As the Diocese continues to lift certain restrictions regarding elements of our normal worship procedures, we have planned to resume taking up the collection in the regular way: “passing the basket.” I want to address a suggestion that came up in the parish survey. A number of persons suggested that we keep the baskets in the back and have individuals continue to leave their offering on their way in or out. The motives for this: “people judge me when I don’t have anything to give,” and “I give online, but when I don’t put something in the collection basket, I feel like people are watching me.” Let me be clear, if anyone is looking to see if someone is putting something into the basket, shame on you! Even during the offertory, our attention should be fixed to the carrying out of the Eucharistic celebration, not on our neighbors.
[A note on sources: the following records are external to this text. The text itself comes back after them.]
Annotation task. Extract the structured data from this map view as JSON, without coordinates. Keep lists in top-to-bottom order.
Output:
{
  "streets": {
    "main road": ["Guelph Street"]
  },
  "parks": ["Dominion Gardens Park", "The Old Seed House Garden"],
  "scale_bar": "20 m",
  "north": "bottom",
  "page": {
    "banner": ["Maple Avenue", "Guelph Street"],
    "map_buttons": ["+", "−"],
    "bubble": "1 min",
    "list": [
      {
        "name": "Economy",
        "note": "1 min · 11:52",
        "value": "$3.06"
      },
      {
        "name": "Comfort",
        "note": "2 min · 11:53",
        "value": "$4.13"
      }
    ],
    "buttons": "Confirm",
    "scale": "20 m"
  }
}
To those who perceive that people are judging them, don’t make assumptions. Psychological sciences show that we think people are watching us or thinking about us way more than people are actually watching us and thinking about us. We can learn humility from the scientific fact that people very rarely think about us.
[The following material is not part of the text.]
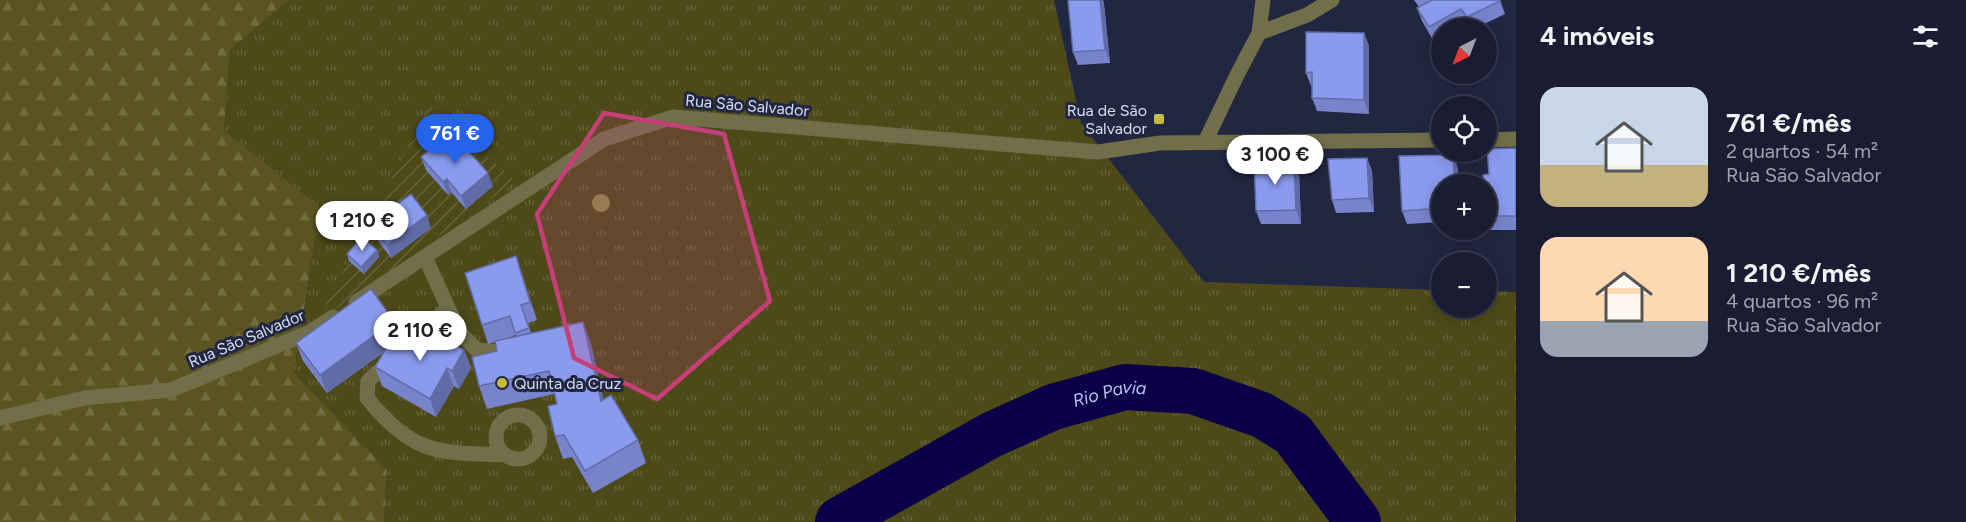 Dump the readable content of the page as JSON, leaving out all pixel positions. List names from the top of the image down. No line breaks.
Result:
{"streets":{"street":["Rua São Salvador"]},"water":["Rio Pavia"],"places":{"transit":["Rua de São Salvador"],"other":["Quinta da Cruz"]},"north":"bottom left","page":{"heading":"4 imóveis","map_buttons":["+","−"],"list":[{"name":"761 €/mês","note":"2 quartos · 54 m² · Rua São Salvador"},{"name":"1 210 €/mês","note":"4 quartos · 96 m² · Rua São Salvador"}],"price":["761 €","3 100 €","1 210 €","2 110 €"]}}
Let me explain offertory envelopes, which have your household ID on them. They help us with attendance. It is true that we key in each person’s offertory amount confidentially into our database. We track people’s offerings whether they be in envelopes or online so that we can send a tax deduction letter at the end of the year. We are required to do so by federal law. However, even when someone has nothing to give or a person gives online, dropping an empty envelope in the basket is a way to help us track attendance figures. This data is for our own use, but also has to be reported to the diocese at certain times during the year. The parish pays for each household to have envelopes not only as a reminder to be a generous giver in support of your church, but also to use to show us who’s coming each week. If your household does not receive envelopes and would like to start using them again, please contact the parish office.